We wish you a Happy Christmas and a peaceful year to follow.
As the nights grew darker people used to sit around the fire and roast chestnuts and tell each other old chestnuts! Some may like to tell stories of witches but do not expect to encounter a witch. Some twenty years ago I was investigating the Nine Stones Circle just before Winterbourne Abbas, between Bridport and Dorchester on the right-hand side of the road. I needed to take measurements as I had been unable to find a reliable plan and so enlisted the help of a fellow committee member of Bridport History Society, Marilyn Sealy, who is also skilled with a camera. On entering the circle we discovered a short branch of a tree on top of one stone. It was possibly willow with all leaves and side shoots removed and had been carefully dressed with coloured wool and beads and some ribbon. We thought it was some sort of witchcraft and left it there. The next time I went to the circle the wand had miraculously disappeared.
Witches have been talked of since very early times. In the Bible there is a description of the Witch of Endor with Samuel and Saul. Witches came to prominence in Britain after the reformation when Puritans appear to have associated witchcraft with the Catholic church.
Matthew Hopkins (c.1620 to 1647) son of a Protestant minister appointed himself as “Witchfinder General” in Essex, but this was not a legal post. Nevertheless, he and John Sterne caused havoc among the populace by their witch trials. People would report their neighbours for possible signs of witchcraft, usually, an elderly woman living alone who was unfriendly and had a pet, e.g. a black cat, a ferret, frog and toad, who fed hedgehogs. Hedgehogs are nocturnal and therefore were considered to be evil. Such animals were described as a witches “familiars” and witches were said to be able to turn herself into her familiar. Another familiar was believed to be a hare, and it was believed the only way to shoot a hare was with a bullet made from silver. Women are more likely to be considered evil, like Eve in the Old Testament. The usual check to determine if a woman was a witch was to cast her into the local pond and if she floated she must be a witch, but if she sank then she was not, but if she drowned that was too bad. In the years 1645 to 1647 it is said that 100 women were hanged for witchcraft.
Reverting to the willow, it often grows near water, which was thought to be suspicious. Green willow taken into a sick room will cool it and the sick person. A witches wand is about an arm’s length with the leaves removed. Willow was also reputed to be used for the witches broomstick, and with other types to form the broom. Trees are said to creep about at night. A song includes “All around my hat I will weave the green willow”. Bats are also thought to be connected with witches as they fly at night. Bats are now said to be plentiful on Golden Cap.

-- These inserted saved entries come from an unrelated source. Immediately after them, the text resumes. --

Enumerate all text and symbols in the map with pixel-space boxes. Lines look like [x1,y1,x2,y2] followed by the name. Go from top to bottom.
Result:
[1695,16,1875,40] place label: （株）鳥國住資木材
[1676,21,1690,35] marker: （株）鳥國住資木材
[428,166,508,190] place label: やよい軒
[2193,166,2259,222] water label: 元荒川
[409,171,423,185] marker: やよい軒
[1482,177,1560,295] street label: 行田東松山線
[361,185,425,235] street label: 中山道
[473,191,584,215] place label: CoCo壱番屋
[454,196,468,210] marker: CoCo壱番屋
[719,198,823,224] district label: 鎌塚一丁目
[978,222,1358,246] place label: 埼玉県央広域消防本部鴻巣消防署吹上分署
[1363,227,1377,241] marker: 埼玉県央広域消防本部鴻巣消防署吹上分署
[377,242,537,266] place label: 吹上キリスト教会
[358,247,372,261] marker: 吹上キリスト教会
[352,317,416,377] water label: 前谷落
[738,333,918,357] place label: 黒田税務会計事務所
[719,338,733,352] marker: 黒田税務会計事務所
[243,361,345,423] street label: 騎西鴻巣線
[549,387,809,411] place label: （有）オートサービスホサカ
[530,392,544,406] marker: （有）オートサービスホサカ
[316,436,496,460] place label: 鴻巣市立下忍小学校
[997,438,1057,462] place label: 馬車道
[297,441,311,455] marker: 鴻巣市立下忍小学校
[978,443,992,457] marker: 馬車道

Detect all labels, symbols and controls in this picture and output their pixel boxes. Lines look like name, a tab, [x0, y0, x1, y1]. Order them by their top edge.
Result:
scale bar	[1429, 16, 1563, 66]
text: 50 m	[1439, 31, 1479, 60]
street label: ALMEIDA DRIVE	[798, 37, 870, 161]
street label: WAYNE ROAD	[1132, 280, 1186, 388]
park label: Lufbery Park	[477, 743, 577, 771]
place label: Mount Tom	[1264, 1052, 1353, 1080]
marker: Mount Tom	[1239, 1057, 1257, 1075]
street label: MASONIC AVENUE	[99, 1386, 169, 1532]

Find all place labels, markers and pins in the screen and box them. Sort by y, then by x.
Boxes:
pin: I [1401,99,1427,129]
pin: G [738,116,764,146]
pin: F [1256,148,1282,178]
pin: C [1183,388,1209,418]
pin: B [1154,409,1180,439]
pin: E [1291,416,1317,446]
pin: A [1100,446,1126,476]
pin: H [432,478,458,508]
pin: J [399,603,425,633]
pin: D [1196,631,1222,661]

You will surely recall the three witches in Macbeth by William Shakespeare (born 1564) who entered a dark cave with a central boiling cauldron, saying “thrice the brindled cat hath mew’d”, “thrice and once the hedge-pig whin’d” and then all three witches said “Double, double toil and trouble; Fire burn, and cauldron bubble”. They threw poison’d entrails into the cauldron, fillet of a fenny snake, eye of newt, toe of frog, wool of bat, adder’s fork , howlet’s wing, root of hemlock and so on. Another phrase is “By the pricking of my thumbs, something wicked this way comes”. Macbeth calls them “secret, black and midnight hags” and finally they dance and vanish.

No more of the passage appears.